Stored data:
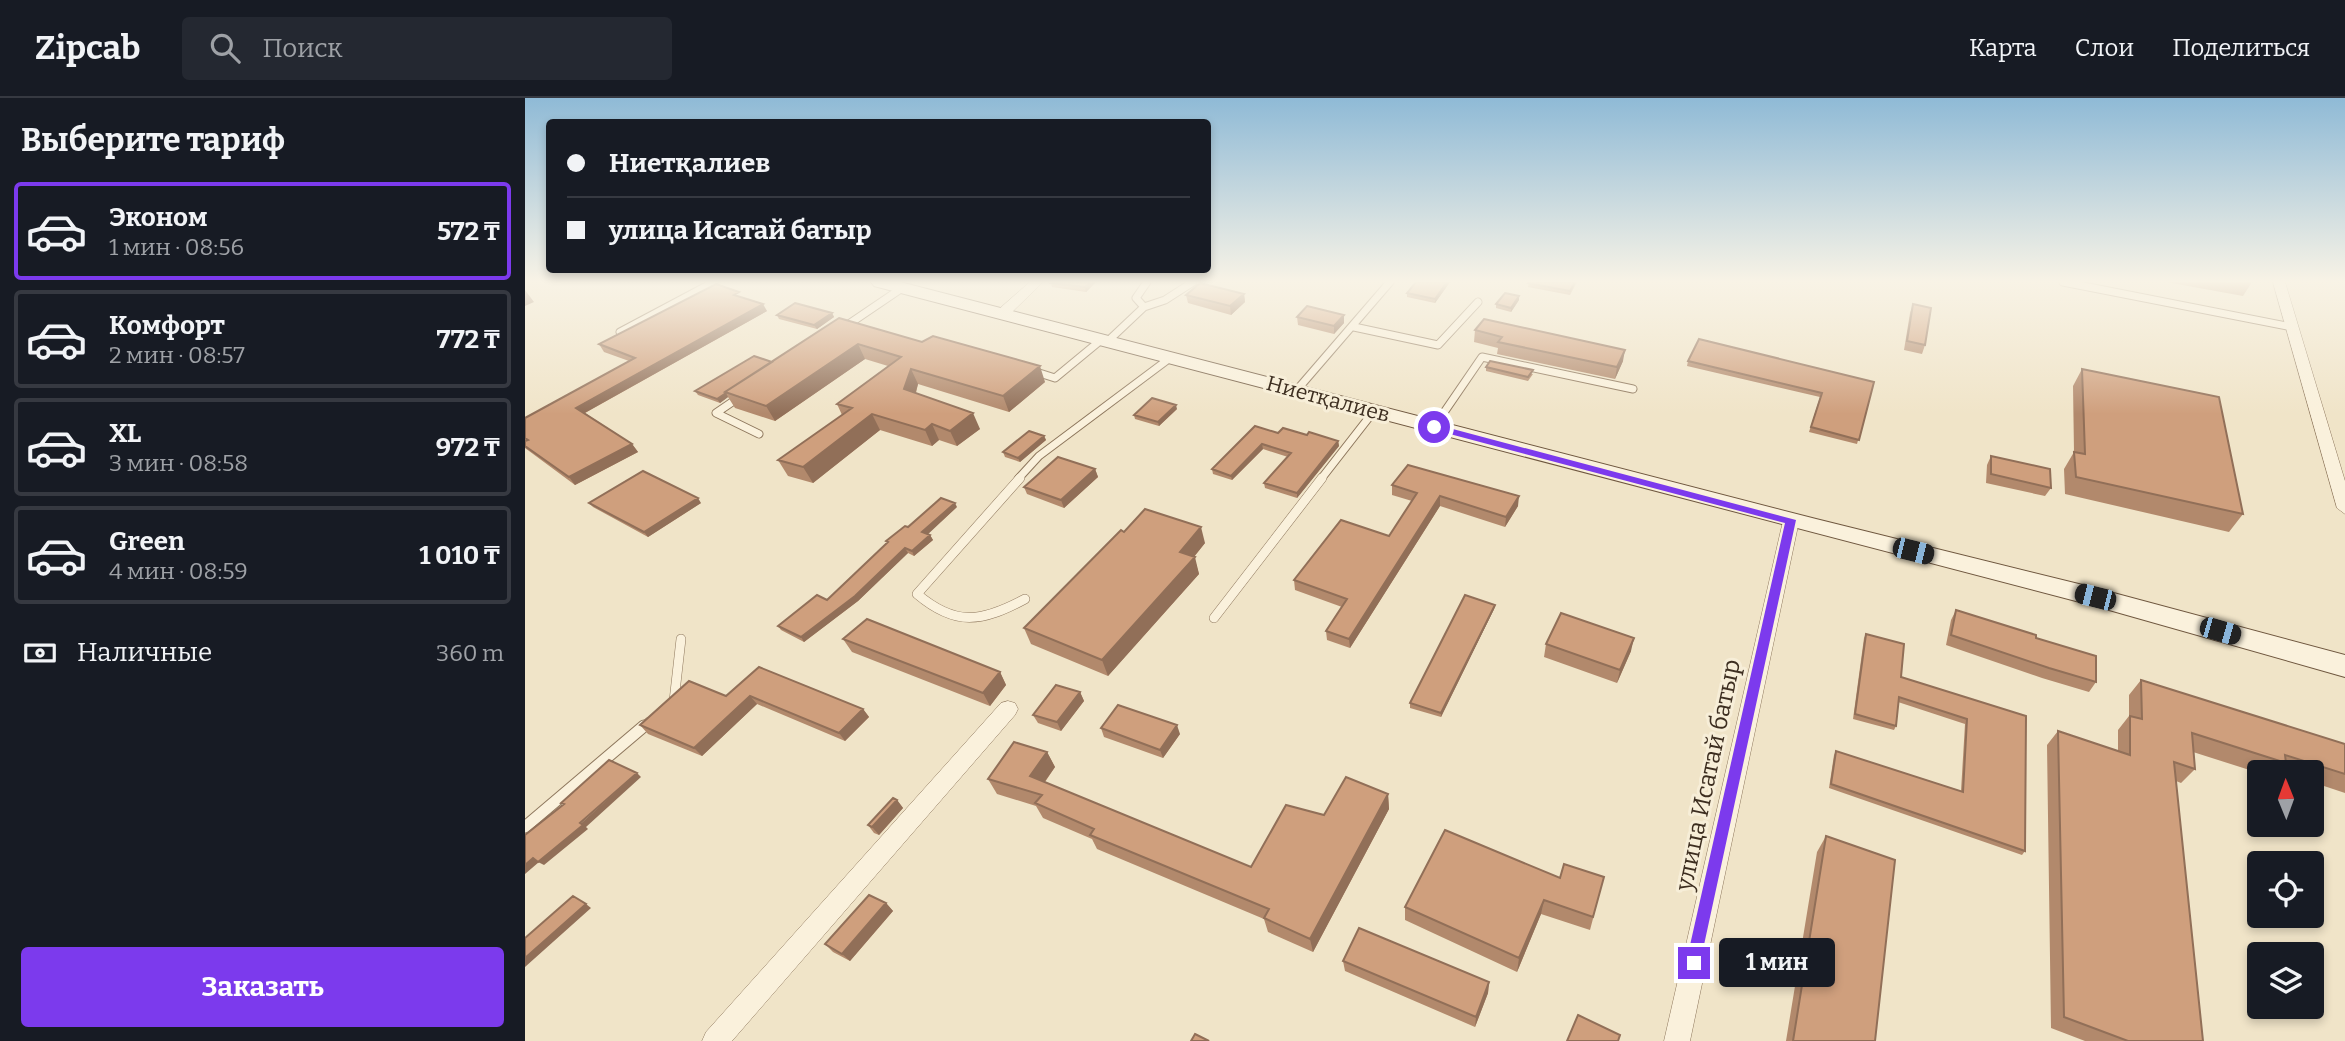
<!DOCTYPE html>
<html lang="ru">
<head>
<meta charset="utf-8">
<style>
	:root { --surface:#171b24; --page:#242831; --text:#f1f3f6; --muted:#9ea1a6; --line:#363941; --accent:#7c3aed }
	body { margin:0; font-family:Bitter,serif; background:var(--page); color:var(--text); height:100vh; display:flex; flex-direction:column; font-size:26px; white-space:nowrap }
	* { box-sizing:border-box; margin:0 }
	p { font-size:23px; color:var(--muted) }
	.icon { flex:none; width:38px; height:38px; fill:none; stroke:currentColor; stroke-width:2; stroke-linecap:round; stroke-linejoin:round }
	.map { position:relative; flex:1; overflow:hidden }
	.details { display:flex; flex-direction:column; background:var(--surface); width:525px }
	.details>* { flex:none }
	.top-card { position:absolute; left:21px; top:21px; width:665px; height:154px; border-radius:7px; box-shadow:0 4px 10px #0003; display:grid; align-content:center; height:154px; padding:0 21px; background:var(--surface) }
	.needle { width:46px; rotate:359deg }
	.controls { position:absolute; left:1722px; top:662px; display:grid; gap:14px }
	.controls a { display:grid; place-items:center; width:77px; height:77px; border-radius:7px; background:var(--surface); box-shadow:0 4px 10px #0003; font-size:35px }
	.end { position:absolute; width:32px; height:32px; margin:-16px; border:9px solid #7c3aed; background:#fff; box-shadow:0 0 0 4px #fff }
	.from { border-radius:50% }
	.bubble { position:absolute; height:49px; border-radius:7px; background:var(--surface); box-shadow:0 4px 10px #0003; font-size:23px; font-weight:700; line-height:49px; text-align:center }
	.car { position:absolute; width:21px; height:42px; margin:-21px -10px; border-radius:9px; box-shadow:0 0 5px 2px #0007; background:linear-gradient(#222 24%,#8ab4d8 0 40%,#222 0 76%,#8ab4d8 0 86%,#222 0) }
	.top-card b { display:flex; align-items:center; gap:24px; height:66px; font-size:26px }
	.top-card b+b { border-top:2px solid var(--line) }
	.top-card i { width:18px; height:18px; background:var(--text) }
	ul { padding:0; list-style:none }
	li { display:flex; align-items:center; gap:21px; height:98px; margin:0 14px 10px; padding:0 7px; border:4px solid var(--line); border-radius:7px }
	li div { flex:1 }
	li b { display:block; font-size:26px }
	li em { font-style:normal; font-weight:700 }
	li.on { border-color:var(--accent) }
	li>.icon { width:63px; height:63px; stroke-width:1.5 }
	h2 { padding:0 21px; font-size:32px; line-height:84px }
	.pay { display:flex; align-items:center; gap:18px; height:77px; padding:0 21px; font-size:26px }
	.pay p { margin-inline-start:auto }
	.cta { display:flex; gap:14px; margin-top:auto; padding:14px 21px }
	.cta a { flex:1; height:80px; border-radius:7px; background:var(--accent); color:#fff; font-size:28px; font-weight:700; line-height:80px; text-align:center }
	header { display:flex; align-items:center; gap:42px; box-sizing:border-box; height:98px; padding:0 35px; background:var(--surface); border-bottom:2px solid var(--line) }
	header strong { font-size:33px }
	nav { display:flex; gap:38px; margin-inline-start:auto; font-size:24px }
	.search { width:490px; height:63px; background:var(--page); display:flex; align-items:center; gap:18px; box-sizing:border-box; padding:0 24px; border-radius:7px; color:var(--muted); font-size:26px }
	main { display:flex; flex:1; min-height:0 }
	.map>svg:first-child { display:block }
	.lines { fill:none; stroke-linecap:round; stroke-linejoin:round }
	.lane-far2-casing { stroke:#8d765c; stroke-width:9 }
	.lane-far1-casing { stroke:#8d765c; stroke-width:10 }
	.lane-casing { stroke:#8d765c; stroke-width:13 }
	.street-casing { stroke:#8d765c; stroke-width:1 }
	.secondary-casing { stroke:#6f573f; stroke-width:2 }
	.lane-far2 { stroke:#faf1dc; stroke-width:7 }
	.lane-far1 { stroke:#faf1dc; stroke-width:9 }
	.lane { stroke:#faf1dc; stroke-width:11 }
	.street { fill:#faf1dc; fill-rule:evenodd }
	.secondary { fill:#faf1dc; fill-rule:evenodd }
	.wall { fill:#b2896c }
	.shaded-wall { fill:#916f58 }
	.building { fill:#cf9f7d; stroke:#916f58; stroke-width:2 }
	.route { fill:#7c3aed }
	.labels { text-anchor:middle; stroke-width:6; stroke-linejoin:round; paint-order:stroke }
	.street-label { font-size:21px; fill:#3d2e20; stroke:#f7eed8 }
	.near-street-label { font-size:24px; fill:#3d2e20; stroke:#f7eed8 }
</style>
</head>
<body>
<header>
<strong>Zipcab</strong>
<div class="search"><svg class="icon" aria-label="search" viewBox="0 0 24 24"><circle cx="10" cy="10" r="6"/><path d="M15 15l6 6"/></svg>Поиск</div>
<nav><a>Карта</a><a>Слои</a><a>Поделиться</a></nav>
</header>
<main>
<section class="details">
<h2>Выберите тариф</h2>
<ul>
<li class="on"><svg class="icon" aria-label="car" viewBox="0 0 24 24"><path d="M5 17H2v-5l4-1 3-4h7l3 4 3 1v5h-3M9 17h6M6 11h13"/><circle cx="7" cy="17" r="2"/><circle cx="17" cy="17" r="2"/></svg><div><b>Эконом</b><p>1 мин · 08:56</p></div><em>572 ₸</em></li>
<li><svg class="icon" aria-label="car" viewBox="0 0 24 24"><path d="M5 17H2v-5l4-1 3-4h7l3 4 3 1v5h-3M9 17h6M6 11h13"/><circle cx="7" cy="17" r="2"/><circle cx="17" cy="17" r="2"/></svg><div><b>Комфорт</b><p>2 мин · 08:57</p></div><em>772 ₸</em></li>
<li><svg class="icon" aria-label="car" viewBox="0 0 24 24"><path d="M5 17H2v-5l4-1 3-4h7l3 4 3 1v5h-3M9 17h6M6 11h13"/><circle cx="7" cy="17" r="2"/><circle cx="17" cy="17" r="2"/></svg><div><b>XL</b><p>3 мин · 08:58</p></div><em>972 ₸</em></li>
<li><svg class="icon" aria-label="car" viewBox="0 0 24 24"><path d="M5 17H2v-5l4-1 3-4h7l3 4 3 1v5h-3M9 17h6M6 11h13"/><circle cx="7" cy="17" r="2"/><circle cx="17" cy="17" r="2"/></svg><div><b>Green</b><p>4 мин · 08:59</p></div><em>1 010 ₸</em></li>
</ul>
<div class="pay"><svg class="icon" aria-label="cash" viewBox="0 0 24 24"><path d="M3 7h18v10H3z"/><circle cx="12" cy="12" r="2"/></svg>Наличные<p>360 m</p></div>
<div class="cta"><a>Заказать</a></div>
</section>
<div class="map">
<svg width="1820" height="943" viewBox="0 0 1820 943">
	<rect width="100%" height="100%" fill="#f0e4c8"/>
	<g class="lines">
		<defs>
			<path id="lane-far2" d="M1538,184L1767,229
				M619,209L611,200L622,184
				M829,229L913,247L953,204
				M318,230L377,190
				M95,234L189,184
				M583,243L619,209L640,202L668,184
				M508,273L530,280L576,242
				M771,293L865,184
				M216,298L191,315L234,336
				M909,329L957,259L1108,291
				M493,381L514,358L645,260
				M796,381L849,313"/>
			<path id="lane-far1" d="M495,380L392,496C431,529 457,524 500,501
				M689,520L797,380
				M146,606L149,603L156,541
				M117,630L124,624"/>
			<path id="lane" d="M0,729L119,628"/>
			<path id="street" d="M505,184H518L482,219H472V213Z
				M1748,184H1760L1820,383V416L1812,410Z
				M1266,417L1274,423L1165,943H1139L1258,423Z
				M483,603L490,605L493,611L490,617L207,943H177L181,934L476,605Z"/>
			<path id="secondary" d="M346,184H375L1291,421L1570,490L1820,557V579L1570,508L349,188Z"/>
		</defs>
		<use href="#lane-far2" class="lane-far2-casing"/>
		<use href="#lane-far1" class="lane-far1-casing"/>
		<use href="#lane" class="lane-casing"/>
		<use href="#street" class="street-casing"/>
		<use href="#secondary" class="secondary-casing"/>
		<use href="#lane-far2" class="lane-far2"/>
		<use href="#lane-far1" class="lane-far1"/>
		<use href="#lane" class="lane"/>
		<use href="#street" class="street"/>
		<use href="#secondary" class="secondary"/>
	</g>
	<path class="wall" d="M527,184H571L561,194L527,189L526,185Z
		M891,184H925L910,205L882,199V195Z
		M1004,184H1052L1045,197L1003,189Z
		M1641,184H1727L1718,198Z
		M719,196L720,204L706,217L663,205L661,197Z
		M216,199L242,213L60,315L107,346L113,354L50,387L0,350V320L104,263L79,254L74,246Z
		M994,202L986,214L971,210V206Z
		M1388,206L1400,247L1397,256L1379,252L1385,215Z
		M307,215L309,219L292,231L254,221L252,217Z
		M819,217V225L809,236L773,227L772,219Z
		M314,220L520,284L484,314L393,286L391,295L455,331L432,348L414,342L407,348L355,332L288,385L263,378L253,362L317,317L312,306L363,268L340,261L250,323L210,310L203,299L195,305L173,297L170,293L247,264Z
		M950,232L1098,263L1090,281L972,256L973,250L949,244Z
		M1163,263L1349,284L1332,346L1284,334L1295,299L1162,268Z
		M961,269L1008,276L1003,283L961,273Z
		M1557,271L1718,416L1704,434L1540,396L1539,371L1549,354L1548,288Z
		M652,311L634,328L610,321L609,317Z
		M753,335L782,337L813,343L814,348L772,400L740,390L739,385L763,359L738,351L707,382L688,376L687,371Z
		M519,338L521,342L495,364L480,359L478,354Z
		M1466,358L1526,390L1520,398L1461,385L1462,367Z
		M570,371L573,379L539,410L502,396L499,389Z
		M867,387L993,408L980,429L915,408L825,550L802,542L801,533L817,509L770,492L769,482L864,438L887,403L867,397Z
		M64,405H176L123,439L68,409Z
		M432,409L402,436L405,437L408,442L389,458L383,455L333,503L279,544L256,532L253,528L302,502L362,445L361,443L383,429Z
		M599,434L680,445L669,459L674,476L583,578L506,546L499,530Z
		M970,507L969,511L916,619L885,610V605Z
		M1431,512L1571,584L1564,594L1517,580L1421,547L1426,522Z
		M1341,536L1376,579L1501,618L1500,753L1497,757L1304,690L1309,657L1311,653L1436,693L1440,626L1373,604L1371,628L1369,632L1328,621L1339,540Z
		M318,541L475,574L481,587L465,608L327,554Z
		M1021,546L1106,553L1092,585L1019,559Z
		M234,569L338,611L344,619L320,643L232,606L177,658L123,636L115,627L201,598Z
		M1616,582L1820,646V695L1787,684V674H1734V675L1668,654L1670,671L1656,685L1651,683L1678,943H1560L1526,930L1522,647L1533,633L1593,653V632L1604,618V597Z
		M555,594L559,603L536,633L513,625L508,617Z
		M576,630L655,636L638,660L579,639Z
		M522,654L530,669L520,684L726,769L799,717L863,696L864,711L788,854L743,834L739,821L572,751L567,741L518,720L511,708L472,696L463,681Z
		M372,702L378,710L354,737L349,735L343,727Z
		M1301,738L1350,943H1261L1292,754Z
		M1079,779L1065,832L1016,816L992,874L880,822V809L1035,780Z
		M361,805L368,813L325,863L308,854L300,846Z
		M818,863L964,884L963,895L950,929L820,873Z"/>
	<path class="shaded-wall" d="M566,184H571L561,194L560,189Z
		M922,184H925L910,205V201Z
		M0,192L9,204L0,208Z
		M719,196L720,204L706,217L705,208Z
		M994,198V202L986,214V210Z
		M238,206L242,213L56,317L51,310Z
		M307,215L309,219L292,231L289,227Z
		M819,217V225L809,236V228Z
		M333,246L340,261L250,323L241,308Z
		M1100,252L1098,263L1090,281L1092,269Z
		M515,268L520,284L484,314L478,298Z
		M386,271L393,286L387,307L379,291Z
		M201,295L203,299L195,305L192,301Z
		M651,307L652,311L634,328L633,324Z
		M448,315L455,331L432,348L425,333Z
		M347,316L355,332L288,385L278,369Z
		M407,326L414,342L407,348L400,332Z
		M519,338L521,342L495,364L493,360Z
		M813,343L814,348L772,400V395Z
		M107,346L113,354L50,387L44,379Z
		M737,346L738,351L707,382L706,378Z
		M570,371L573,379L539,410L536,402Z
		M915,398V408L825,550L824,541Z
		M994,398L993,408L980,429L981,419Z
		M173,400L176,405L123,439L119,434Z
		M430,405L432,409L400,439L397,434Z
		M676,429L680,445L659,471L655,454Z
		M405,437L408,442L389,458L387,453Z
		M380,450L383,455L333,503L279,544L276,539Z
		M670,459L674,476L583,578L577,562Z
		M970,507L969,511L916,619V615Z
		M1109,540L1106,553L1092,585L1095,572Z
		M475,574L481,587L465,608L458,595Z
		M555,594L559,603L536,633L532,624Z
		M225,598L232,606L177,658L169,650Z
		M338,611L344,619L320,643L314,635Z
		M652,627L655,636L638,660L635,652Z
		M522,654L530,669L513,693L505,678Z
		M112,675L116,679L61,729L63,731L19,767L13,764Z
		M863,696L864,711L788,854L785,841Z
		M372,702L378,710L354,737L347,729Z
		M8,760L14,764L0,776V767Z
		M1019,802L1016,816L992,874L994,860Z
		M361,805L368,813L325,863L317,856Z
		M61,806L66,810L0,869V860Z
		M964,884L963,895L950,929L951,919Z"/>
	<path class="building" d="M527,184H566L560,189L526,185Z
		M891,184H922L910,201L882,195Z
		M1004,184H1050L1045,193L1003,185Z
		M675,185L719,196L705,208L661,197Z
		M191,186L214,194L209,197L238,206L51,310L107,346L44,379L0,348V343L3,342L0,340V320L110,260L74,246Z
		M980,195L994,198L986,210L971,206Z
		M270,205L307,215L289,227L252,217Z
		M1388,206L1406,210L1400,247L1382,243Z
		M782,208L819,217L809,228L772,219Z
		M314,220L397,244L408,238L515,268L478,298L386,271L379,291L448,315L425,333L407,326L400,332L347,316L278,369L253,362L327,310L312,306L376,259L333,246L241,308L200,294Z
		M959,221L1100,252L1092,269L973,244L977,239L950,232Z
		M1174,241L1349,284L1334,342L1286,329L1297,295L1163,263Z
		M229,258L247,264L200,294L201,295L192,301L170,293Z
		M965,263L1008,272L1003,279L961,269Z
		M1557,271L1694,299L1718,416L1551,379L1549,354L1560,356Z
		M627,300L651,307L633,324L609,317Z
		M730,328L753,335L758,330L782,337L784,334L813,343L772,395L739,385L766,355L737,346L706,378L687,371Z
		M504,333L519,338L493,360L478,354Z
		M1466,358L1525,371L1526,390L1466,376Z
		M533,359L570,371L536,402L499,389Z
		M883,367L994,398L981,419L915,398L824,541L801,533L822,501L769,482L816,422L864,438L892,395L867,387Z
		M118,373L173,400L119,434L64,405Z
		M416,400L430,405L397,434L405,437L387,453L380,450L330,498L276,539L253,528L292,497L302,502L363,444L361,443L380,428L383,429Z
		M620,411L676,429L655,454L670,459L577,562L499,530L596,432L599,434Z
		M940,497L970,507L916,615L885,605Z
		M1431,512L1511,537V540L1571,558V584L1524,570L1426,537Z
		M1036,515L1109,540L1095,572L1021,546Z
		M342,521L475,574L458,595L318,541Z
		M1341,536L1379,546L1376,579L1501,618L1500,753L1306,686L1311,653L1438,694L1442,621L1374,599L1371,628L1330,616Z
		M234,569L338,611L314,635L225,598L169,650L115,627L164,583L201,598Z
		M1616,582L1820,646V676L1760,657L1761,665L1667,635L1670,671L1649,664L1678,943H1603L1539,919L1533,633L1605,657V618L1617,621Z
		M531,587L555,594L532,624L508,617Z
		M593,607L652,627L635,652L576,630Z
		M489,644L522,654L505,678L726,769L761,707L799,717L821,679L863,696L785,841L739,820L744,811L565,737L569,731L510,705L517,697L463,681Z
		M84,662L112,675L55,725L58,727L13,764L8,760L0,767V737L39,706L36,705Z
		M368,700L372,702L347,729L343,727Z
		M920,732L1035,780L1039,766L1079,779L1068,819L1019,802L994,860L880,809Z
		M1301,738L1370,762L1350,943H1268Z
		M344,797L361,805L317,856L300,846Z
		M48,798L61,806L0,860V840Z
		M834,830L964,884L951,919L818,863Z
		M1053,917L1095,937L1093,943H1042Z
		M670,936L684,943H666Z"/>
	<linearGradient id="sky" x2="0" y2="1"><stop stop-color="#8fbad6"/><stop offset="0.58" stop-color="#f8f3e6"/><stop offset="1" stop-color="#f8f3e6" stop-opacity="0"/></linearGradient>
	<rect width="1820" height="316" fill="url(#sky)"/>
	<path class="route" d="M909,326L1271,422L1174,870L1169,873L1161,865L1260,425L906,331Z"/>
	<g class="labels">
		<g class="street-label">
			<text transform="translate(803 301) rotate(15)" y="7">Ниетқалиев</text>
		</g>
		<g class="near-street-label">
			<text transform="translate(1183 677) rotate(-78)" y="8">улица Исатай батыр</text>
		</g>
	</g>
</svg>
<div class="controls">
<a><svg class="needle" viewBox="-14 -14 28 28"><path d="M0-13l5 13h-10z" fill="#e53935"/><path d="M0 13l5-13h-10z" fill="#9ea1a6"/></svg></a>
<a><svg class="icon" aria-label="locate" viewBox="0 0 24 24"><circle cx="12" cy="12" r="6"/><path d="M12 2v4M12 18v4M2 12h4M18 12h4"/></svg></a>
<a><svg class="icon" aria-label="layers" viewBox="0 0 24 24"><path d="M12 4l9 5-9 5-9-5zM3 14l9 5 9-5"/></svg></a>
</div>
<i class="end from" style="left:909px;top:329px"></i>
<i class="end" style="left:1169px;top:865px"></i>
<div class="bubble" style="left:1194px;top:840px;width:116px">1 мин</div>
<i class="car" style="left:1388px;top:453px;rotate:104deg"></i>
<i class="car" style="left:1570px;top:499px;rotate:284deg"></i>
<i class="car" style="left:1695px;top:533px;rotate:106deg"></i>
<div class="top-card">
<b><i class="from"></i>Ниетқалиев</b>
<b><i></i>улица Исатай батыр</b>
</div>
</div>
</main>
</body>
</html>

**What the exercise asks**
When the word "none" occurs in a line above, list that line.

**Answer to the exercise**
	.icon { flex:none; width:38px; height:38px; fill:none; stroke:currentColor; stroke-width:2; stroke-linecap:round; stroke-linejoin:round }
	.details>* { flex:none }
	ul { padding:0; list-style:none }
	.lines { fill:none; stroke-linecap:round; stroke-linejoin:round }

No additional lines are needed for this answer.